Does the provision of postnatal parenting support in primary care improve cardiometabolic health in early childhood among at-risk-families? - PROJECT SUMMARY:
Worsening population-level trends in cardiometabolic health highlight the profound need to move away
from traditional disease models focused on the remediation of downstream cardiometabolic risk factors to instead
focus on relevant upstream exposures. Relevant upstream exposures include early life adversities (ELA), a
unique subset of social determinants of health that occur early in life and are hypothesized to become biologically
embedded, thereby shaping life course trajectories of health and disease risk over time. A robust literature shows
ELA exposures confer prospective risk for cardiometabolic disease, yet few—albeit promising—studies have
examined whether early intervention in ELA-exposed children may lessen this risk. Review of relevant literatures
suggests generally that 1) earlier intervention is more effective; 2) intervention benefits are greatest in families
most in need; 3) parenting is a mechanism through which early intervention benefits are transmitted; and 4)
existing parenting interventions, deemed successful with respect to parent-child behavioral and relationship
outcomes, are candidates for testing in relation to child physical health outcomes. Building on this foundation,
the proposed study represents a unique and time-sensitive opportunity to extend the aims of an existing RCT in
which a parenting intervention—Promoting First Relationships® (PFR) versus no intervention—was implemented
as an adjuvant to depression treatment in a sample of low income, postnatal women. The purpose of the
proposed study is to determine whether benefits of the PFR intervention, originally designed to impact parent-
child behavioral and relationship outcomes in infancy may extend to the child’s cardiometabolic health in early
childhood. It is hypothesized that the PFR intervention will augment an upstream resiliency factor—parenting
quality—at an early period of vulnerability, potentially benefiting the child’s cardiometabolic health. Expected
intervention effects on the more distal child cardiometabolic health outcomes are hypothesized to be partially
attributable to changes in the more proximal intervention-related targets, including maternal sensitivity, parent
understanding, mother-child relationship quality, and child self-regulation. The proposed study seeks NIH funding
to support the return of 214 mother-child dyads (85% of 252 total families) who participated in the original RCT.

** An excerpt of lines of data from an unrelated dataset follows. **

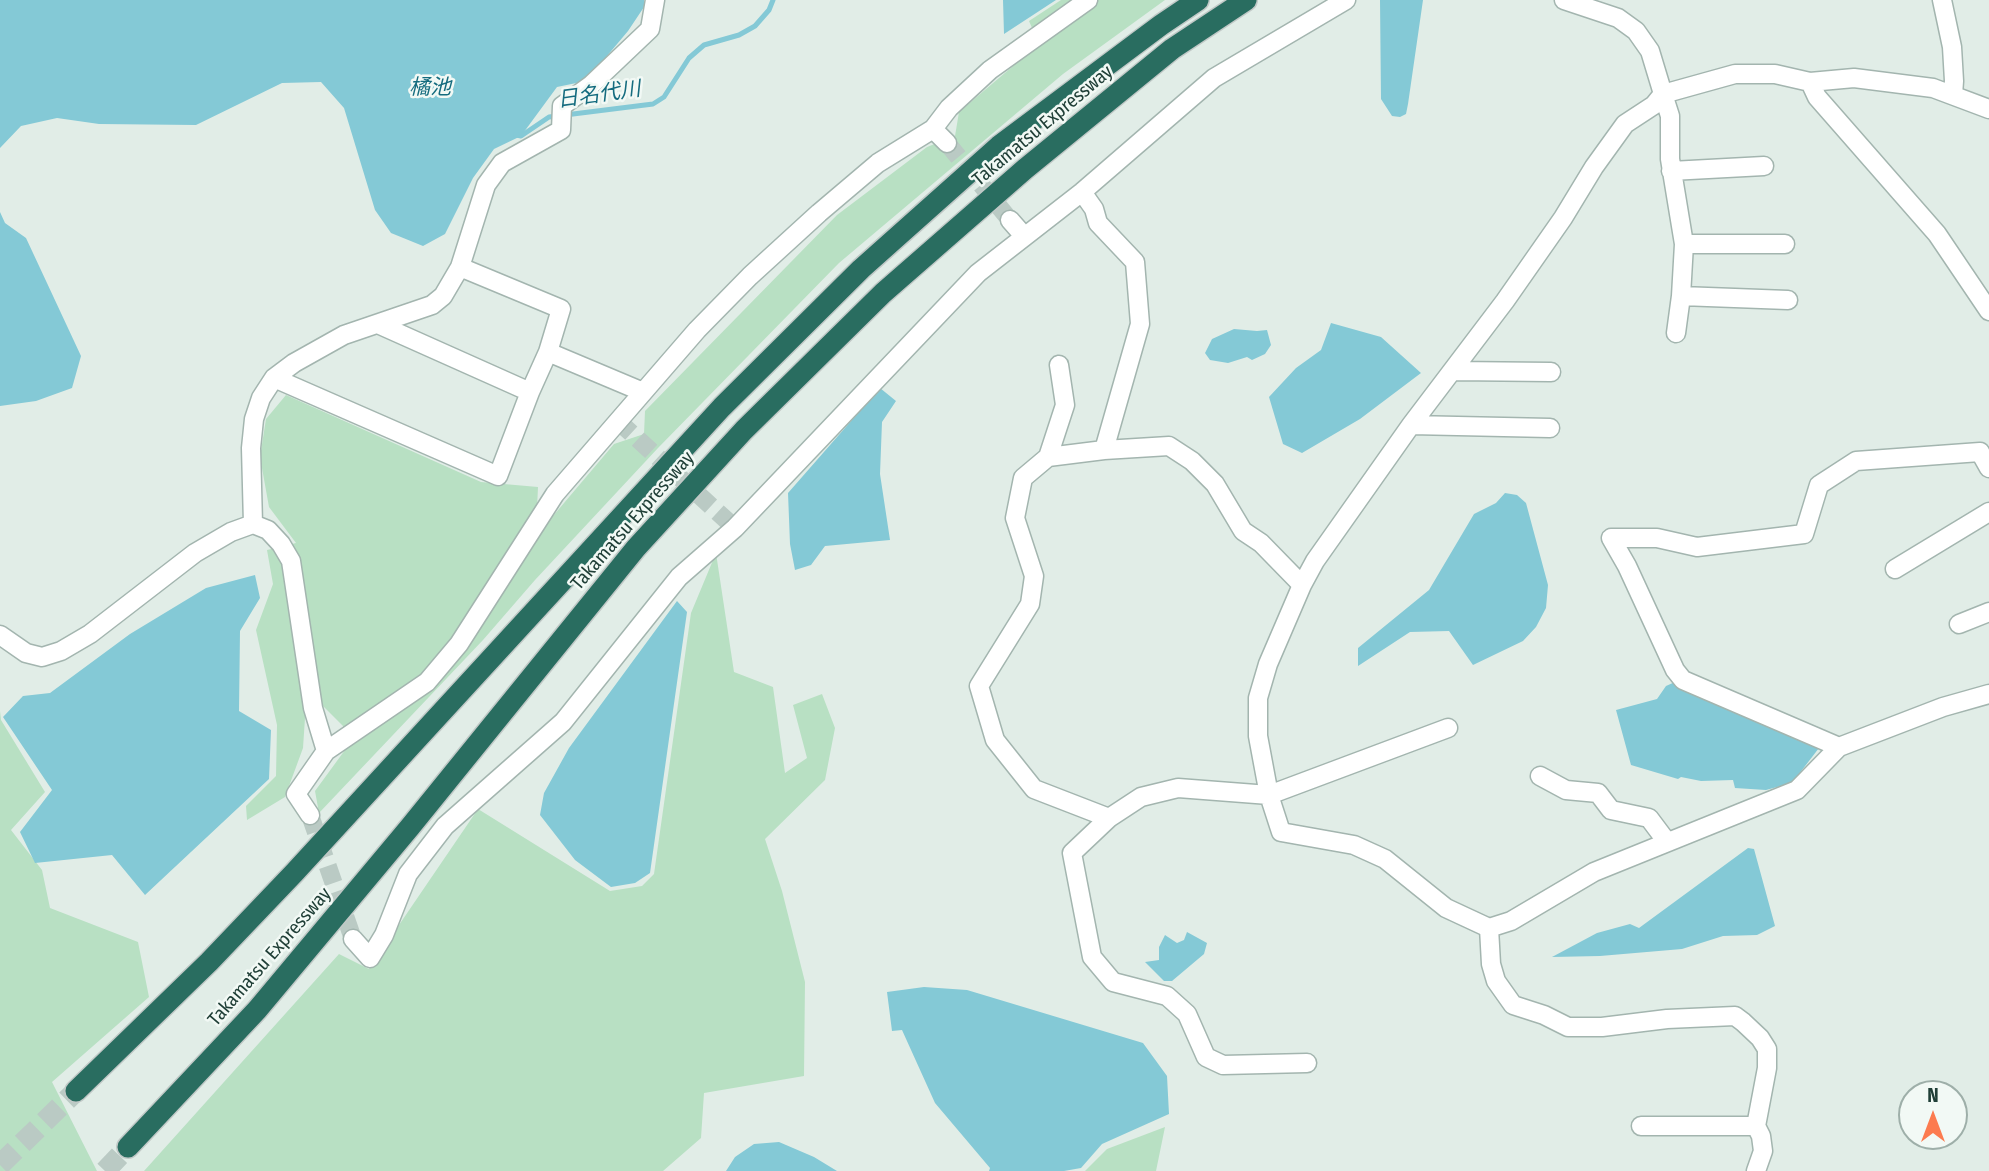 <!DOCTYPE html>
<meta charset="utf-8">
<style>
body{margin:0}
#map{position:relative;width:1989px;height:1171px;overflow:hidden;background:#e1ede7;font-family:"Fira Sans Condensed",sans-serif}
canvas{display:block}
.north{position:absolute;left:1898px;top:1080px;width:70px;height:70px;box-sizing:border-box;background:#f2f9f5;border:2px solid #9eafa9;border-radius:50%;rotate:0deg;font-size:19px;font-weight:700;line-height:28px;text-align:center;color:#203f37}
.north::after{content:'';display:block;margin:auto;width:24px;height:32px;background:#fc7b4f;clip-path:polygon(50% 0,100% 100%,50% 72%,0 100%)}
</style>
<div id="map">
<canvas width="1989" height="1171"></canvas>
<div class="north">N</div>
</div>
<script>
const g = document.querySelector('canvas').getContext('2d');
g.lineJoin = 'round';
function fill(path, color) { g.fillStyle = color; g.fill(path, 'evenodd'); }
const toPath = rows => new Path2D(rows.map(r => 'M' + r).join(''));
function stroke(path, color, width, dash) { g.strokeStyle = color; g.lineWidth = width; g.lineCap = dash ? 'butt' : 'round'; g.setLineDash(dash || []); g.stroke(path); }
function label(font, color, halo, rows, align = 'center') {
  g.font = font + ' "Fira Sans Condensed","Noto Sans JP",sans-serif'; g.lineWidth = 5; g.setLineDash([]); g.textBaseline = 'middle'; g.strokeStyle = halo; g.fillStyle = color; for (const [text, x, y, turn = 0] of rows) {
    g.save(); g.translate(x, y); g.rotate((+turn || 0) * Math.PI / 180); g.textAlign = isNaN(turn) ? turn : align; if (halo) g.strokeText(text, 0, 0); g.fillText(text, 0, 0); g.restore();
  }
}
const green = toPath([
 [1061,0,1165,0,1063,74,839,263,658,448,535,580,483,640,319,813,315,791,345,750,343,726,319,702,306,703,303,748,285,797,247,820,246,806,276,776,277,725,256,630,273,584,267,550,296,543,269,507,260,457,266,419,286,395,481,482,538,487,537,509,553,516,614,444,644,434,645,411,837,215,927,147,955,136,959,112,1039,44,1029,21],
 [716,553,734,672,773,687,785,773,807,758,793,705,822,694,835,728,825,780,765,839,782,891,805,982,804,1076,704,1093,701,1138,663,1171,144,1171,339,954,369,969,478,809,610,891,642,886,654,874,691,613],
 [0,711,1,720,45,792,11,830,42,870,50,908,138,942,149,997,52,1082,97,1171,0,1171],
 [1165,1127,1156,1171,1085,1171,1107,1149]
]);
const water = toPath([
 [0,0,644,0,644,7,628,31,586,81,557,87,521,136,494,149,473,178,445,234,423,246,391,233,375,210,344,108,321,82,282,83,196,125,99,124,57,118,21,126,0,148],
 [1003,0,1056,0,1004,34],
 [1380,0,1423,0,1408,104,1406,114,1400,117,1392,116,1381,99],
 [0,212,5,223,26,238,81,356,72,388,36,401,0,406],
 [1331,323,1381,337,1421,373,1360,419,1302,453,1283,444,1269,397,1296,368,1321,350],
 [1234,329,1257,331,1267,330,1271,345,1265,354,1252,360,1247,357,1228,363,1210,360,1205,353,1212,339],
 [880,388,896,401,882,422,880,474,890,540,825,546,811,565,795,570,790,544,788,493],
 [1505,493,1517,495,1526,503,1548,585,1546,608,1536,627,1523,641,1473,665,1449,631,1410,632,1358,666,1358,648,1429,590,1474,514,1496,503],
 [255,575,260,598,240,631,239,711,271,730,269,779,145,895,112,855,35,863,20,832,52,790,3,717,23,696,50,693,130,634,206,588],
 [677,601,687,612,650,873,635,883,611,887,575,860,540,815,544,793,569,748],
 [1675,682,1819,748,1792,783,1766,790,1735,788,1733,780,1701,781,1681,777,1678,779,1631,765,1616,710,1657,699,1666,686],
 [1748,848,1754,849,1775,926,1757,935,1723,936,1682,949,1600,956,1552,957,1597,933,1630,924,1639,928],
 [1187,932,1207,943,1204,954,1172,981,1164,981,1145,962,1159,960,1159,947,1165,935,1177,943,1184,940],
 [924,987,967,990,1143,1043,1167,1076,1169,1114,1102,1144,1081,1168,1064,1171,989,1171,990,1168,935,1103,902,1030,892,1031,887,992],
 [779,1142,814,1157,837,1171,726,1171,735,1157,754,1144]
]);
const stream = toPath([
 [516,135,521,136,549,117,653,104,664,97,689,58,704,45,739,35,755,26,769,10,773,0]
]);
const streetTunnel = toPath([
 [947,143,1010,220],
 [618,421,735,528],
 [310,815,353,939]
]);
const highwayTunnel = toPath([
 [0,1165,76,1091],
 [105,1171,128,1147]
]);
const street = toPath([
 [1564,0,1618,18,1636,31,1650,51,1663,94,1735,74,1775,74,1810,82,1854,78,1933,88,1989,109],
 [1942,0,1952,47,1954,81,1953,95],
 [1810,82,1817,97,1937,234,1989,311],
 [1663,94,1670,116,1670,159,1684,244,1681,296,1676,333],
 [933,129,947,143],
 [1671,171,1764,166],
 [1082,192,1094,209,1098,223,1135,262,1140,324,1104,450,1169,446,1192,461,1215,484,1243,531,1261,543,1302,585],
 [1010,220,1024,236],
 [1684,244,1785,244],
 [1681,296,1788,300],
 [380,325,530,392],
 [548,352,643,392],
 [1059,365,1065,405,1048,457,1104,450],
 [1454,371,1551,372],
 [274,378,498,476,530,392,548,352,561,309,460,267],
 [1411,425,1550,428],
 [1048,457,1023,478,1015,518,1034,576,1030,604,979,686,995,740,1034,789,1109,818,1141,797,1178,788,1269,795,1448,728],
 [253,524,268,530,281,544,291,561,313,708,326,751],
 [1895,569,1989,512],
 [1959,624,1989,612],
 [0,635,26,653,42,657,61,651,90,634,195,553,231,532,253,524,251,448,254,419,261,398,274,378,294,363,344,335,432,305,443,296,460,267,486,185,502,163,561,130,562,106,591,85,650,29,655,0],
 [1839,747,1683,680,1675,670,1627,566,1611,538,1657,538,1697,547,1804,534,1819,485,1856,461,1980,452,1989,468],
 [1540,776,1566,790,1598,793,1611,810,1649,818,1667,842],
 [310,815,296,794,326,751,427,682,459,644,555,494,697,330,750,276,819,213,878,163,933,129,949,108,990,70,1088,0],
 [1109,818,1072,853,1092,957,1113,982,1167,996,1187,1014,1206,1057,1223,1065,1307,1063],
 [1489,928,1446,908,1385,859,1354,845,1281,832,1269,795,1258,736,1258,698,1268,664,1302,585,1315,561,1411,425,1505,301,1563,218,1594,167,1625,124,1654,105,1663,94],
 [353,939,370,958,384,935,408,874,445,826,563,722,679,577,735,528,978,273,1082,192,1214,78,1346,0],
 [1641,1126,1756,1126],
 [1756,1171,1763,1151,1761,1136,1756,1126,1767,1068,1767,1049,1760,1038,1743,1022,1735,1016,1667,1019,1602,1027,1568,1027,1544,1015,1513,1005,1496,981,1491,964,1489,928,1511,921,1594,872,1797,790,1839,747,1943,707,1989,694]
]);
const highway = toPath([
 [76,1091,209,962,294,873,722,407,861,269,999,146,1161,25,1198,0],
 [128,1147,257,1010,410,827,636,548,744,430,883,293,1025,169,1172,49,1246,0]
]);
const streetNames = [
 ["Takamatsu Expressway",1043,126,-40],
 ["Takamatsu Expressway",633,521,-49],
 ["Takamatsu Expressway",270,957,-49]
];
const waterNames = [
 ["橘池",430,88],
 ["日名代川",599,95,-8]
];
fill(green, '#b8e0c3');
fill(water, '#84c9d6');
stroke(stream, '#84c9d6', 5);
stroke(streetTunnel, '#bacac4', 18, [18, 9]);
stroke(highwayTunnel, '#bacac4', 21, [21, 10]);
stroke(street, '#a3b5af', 21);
stroke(highway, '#c1c9c7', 24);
stroke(street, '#fff', 18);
stroke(highway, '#296d60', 21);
label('19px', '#203f37', '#f2f9f5', streetNames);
label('italic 21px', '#156c7f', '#f2f9f5', waterNames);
</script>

The majority of families (80%) belong to a minority race/ethnic group, 32% are Spanish-speaking, and all are
considered low income. Families will complete two home-based visits between child’s age 5-6 and 7-8 years.
These visits will entail assessments that parallel measures in the original study regarding parent-child behavioral
and relationship outcomes but will also include health-focused assessments in domains known to predict long-
term risk for disease, including cardiovascular health, metabolic health, and inflammation. Health indicators will
be derived from data sources including anthropometric and blood pressure assessments, a dried blood spot
collection, activity and sleep monitoring, and interviewer-administered questionnaires. Results will extend
broadly to vulnerable families at disproportionate risk for poor cardiometabolic health.